When 3D movies like James Cameron’s Ghosts of the Abyss and The Adventures of Sharkboy and Lavagirl in 3-D ushered in the mainstream revival of the format in the early part of the millennium, the inconvenience of wearing bulky 3D glasses was mild — this was improved technology, after all! Special HD video cameras captured the footage, and the glasses — RealD branded, with polarized lenses — had advanced beyond the paper-framed red-and-blue ones of old, too.
Now that 3D movies have become as ubiquitous as Avengers spin-offs, the technology’s dependence on accessories feels ridiculous. Lucky for us, a team of researchers at the MIT Computer Science and Artificial Intelligence Laboratory is working on getting rid of them altogether.
As they describe in their new paper, published Monday in the journal ACM Transactions on Graphics, the Weizmann Institute of Science team has developed a concept they call “Cinema 3-D,” which will allow movie-goers to view films in 3D from any seat in the theater, without having to deal with any of the clumsy headgear.
The 3D TV industry has already surmounted this hurdle, with StreamTV Networks, a new media company, premiering glasses-free televisions featuring “Ultra-D” displays at CES earlier this year. But TVs and theaters rely on very different technology to screen 3D movies. Because TVs allow viewers to watch from within a relatively small range of angles and distances, it’s possible to use parallax barriers — a series of precision slits on the screen — to allow the right and left eyes to see a different set of pixels, thereby creating the 3D effect. But this doesn’t scale to the big screen because viewers seated in a theater inevitably watch from a range of distances and angles, making it impossible to set up parallax barriers that work for each viewer.
But there is one more major difference between movie viewers and TV watchers that the Cinema 3-D researchers exploited: People at the movies rarely stand up and move around, the way TV watchers do, so their heads are more or less in a fixed position for the entirety of the film. Taking this into account, the CSAIL researchers figured out how to encode multiple parallax barriers into a single display — that is, the movie screen so that the 3D effect can be viewed from several angles. Then, using mirrors and lenses, the researchers found a way to multiply that view to all rows and seats in the theater using a series of mirrors.

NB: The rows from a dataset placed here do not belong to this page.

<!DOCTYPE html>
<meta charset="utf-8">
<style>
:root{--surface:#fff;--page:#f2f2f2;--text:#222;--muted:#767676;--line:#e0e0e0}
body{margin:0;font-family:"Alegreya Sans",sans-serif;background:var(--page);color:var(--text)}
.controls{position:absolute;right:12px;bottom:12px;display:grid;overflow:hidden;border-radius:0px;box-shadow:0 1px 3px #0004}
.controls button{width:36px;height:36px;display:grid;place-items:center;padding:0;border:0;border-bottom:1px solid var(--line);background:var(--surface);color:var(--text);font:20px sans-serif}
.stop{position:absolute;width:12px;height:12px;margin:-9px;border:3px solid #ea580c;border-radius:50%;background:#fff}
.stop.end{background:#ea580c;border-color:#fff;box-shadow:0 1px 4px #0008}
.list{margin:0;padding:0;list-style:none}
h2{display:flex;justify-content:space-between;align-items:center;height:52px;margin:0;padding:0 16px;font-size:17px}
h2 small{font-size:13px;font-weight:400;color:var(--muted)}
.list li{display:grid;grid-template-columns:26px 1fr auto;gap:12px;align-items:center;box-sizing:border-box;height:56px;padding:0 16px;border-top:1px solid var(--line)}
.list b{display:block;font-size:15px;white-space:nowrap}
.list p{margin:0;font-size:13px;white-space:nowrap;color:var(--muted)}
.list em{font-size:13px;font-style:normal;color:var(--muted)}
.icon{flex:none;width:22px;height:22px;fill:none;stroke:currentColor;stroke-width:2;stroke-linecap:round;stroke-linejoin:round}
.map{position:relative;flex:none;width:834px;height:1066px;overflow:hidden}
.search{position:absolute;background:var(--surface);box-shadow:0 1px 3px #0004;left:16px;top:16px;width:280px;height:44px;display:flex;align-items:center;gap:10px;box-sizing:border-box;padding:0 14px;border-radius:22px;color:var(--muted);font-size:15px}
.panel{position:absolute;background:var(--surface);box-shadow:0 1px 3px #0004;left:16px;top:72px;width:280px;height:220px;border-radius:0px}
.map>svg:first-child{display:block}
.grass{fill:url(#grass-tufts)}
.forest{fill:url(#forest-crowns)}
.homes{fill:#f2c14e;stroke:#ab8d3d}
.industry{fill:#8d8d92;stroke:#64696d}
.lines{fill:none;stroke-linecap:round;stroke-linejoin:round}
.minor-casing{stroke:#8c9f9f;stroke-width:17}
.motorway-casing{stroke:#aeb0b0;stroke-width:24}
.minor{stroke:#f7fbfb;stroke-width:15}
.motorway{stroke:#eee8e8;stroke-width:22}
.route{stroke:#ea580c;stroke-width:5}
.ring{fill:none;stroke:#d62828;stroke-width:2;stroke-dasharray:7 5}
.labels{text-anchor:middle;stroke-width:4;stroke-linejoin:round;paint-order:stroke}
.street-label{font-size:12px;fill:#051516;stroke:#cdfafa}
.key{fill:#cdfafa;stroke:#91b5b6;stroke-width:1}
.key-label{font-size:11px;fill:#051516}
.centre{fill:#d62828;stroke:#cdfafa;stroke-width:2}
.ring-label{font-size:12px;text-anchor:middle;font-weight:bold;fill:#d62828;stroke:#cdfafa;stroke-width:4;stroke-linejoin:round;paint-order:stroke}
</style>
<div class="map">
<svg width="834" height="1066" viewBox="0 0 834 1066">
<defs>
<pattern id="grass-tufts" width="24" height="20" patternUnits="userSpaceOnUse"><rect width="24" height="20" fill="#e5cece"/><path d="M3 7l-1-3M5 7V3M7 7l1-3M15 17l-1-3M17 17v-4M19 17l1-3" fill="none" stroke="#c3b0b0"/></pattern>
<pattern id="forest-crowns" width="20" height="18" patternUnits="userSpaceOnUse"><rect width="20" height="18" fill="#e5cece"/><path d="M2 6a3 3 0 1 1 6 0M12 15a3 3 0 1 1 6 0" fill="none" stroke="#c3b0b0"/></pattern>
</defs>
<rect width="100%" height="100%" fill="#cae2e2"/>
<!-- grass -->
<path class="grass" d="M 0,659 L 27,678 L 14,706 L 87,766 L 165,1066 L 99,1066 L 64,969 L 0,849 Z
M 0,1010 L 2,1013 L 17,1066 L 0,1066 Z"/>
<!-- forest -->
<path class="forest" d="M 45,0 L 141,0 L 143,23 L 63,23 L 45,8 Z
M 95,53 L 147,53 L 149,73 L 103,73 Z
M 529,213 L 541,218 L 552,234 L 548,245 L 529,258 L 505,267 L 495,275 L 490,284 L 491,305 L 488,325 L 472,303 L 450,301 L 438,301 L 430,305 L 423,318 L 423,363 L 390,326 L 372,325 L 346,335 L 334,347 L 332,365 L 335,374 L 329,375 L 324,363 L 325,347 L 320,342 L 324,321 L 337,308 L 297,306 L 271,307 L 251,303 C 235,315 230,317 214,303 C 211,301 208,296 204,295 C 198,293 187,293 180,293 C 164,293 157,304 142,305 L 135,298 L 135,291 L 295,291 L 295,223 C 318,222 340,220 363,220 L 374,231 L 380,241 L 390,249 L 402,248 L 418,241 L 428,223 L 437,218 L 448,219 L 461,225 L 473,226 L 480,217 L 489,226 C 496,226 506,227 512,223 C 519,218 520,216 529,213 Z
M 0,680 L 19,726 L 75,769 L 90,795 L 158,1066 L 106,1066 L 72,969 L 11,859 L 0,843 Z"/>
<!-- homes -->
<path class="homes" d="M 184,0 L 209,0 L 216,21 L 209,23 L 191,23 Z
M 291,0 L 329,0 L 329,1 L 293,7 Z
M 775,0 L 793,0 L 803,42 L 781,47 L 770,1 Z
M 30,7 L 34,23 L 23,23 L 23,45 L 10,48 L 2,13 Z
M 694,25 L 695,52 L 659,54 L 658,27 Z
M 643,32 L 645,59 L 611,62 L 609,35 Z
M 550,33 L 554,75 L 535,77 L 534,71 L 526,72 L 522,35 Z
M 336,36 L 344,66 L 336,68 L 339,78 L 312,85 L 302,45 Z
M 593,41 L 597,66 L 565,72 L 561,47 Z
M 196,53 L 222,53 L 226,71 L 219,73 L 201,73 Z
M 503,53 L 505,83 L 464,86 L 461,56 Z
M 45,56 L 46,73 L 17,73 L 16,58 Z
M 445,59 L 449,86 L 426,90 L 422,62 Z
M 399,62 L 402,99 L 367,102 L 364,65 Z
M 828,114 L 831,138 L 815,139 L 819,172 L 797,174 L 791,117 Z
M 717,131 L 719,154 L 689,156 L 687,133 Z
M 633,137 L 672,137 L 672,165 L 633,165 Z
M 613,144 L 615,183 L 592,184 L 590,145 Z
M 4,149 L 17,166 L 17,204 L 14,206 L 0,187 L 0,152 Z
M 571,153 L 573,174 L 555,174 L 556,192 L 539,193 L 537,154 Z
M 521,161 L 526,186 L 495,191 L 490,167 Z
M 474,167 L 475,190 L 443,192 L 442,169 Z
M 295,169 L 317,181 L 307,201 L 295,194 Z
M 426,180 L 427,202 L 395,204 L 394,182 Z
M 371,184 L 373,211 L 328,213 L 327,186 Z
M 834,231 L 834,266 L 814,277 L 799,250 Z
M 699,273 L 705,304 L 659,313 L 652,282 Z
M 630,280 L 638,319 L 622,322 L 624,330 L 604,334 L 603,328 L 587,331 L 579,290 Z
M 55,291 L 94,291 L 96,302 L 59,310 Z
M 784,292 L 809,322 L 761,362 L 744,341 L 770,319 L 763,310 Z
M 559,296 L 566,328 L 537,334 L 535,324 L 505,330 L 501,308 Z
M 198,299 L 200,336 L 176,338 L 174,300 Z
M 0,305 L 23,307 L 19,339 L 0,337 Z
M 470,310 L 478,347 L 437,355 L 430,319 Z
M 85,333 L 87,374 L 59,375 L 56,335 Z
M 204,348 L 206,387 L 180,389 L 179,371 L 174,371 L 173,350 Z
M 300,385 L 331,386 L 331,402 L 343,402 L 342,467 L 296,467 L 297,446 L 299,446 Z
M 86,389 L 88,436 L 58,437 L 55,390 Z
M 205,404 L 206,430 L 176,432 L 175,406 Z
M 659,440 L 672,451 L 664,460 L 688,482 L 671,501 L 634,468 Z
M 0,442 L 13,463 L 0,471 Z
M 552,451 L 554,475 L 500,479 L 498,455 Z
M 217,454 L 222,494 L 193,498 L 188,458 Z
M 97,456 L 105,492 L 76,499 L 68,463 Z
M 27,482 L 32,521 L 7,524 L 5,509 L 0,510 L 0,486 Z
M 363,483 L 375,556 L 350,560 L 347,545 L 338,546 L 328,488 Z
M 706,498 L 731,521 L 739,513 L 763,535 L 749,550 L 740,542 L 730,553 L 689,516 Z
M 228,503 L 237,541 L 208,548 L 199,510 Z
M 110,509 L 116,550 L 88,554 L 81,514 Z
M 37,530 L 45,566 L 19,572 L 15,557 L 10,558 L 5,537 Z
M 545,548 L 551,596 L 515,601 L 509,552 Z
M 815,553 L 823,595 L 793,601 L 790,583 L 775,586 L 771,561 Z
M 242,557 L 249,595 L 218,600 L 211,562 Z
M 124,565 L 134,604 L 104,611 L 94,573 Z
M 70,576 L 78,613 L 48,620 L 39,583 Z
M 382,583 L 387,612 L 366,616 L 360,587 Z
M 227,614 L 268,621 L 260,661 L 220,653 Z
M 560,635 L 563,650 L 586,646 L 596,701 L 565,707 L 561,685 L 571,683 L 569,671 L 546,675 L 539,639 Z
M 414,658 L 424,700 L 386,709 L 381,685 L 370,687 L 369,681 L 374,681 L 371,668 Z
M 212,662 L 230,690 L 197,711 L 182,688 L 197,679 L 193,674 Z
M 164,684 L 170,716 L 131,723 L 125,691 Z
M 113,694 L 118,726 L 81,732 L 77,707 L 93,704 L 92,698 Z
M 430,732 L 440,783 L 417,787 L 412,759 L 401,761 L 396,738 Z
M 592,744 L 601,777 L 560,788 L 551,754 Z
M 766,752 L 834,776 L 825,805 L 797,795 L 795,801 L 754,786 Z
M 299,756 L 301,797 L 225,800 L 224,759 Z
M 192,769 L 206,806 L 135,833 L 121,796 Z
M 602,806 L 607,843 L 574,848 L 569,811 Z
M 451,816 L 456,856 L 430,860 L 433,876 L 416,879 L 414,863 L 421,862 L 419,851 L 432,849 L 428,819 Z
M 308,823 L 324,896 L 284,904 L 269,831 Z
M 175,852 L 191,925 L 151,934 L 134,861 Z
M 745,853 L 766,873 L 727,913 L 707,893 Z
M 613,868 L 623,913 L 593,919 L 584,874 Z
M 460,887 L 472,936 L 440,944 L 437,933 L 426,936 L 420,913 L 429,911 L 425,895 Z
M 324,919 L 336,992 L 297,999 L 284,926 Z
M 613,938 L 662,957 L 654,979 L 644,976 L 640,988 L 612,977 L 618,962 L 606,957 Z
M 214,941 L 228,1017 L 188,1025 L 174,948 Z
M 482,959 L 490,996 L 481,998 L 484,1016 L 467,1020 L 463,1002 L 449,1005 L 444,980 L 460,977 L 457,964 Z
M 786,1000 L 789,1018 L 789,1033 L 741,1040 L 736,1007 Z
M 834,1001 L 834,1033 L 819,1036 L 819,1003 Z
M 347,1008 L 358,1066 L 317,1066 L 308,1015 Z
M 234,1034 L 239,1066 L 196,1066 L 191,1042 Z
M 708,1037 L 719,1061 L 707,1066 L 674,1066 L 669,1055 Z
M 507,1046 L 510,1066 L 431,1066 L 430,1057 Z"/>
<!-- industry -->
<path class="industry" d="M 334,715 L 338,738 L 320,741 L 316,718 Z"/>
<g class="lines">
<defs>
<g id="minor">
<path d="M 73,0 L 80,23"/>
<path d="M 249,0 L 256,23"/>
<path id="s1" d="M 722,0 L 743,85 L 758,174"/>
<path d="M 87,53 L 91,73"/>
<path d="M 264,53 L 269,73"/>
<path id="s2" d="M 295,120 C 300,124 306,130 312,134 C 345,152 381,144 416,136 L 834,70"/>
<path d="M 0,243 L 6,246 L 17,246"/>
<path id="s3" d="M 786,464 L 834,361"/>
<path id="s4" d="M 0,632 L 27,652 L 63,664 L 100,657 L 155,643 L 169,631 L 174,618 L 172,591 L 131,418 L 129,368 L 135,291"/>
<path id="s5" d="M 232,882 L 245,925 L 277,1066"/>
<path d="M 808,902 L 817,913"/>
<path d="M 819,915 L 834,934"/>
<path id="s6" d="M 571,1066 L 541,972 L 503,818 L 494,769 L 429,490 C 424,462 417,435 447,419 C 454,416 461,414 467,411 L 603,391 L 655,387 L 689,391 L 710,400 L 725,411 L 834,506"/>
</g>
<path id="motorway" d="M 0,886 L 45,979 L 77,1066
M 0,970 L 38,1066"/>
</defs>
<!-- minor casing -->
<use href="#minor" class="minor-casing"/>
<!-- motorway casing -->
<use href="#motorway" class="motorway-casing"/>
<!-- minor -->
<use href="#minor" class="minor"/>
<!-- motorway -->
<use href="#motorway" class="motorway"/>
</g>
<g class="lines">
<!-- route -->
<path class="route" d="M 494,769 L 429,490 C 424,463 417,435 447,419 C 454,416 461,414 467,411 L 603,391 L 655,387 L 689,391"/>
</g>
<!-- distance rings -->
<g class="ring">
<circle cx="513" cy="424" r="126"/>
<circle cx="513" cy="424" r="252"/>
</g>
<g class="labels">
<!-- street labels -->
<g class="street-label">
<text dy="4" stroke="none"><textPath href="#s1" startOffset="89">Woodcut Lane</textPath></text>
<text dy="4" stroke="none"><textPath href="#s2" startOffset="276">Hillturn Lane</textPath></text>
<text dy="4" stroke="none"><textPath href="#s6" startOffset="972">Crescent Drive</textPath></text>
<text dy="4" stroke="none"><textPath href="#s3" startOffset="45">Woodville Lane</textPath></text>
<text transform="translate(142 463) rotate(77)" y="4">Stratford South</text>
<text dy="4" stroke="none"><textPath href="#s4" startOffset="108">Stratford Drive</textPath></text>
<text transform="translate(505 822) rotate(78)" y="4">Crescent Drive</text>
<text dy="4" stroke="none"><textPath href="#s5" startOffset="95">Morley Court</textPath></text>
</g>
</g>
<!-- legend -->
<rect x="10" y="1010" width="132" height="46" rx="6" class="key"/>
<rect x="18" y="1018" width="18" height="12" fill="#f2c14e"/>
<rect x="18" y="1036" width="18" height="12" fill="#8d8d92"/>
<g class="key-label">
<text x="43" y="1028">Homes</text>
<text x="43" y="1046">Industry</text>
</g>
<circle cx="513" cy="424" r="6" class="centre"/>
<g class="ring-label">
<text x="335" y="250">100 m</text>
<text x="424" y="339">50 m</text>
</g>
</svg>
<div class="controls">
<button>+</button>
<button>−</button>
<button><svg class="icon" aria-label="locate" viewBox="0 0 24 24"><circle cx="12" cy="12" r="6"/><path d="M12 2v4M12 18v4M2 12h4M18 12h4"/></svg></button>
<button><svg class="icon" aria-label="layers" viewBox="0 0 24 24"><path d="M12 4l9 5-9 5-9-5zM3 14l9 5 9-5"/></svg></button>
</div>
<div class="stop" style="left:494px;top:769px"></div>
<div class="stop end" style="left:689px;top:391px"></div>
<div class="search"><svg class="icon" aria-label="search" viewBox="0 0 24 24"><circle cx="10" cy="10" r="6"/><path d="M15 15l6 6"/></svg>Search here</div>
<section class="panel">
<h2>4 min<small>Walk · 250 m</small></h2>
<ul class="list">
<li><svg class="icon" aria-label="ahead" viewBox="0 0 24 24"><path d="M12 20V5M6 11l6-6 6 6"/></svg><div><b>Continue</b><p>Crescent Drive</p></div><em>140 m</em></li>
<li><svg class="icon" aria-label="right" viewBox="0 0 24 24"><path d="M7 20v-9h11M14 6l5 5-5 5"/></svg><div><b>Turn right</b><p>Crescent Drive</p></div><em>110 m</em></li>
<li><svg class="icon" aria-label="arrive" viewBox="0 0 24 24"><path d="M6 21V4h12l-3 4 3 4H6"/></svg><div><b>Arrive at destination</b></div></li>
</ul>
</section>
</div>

Unfortunately, the Cinema 3-D study is just a proof of concept; that is, the technology definitely works, but at its current state — it currently involves 50 sets of mirrors and lenses — it’s way too complex and cumbersome to be practical. “It remains to be seen whether the approach is financially feasible enough to scale up to a full-blown theater,” Wojciech Matusik, a CSAIL scientist that co-authored a related paper, said in a release. “But we are optimistic that this is an important next step in developing glasses-free 3-D for large spaces like movie theaters and auditoriums.”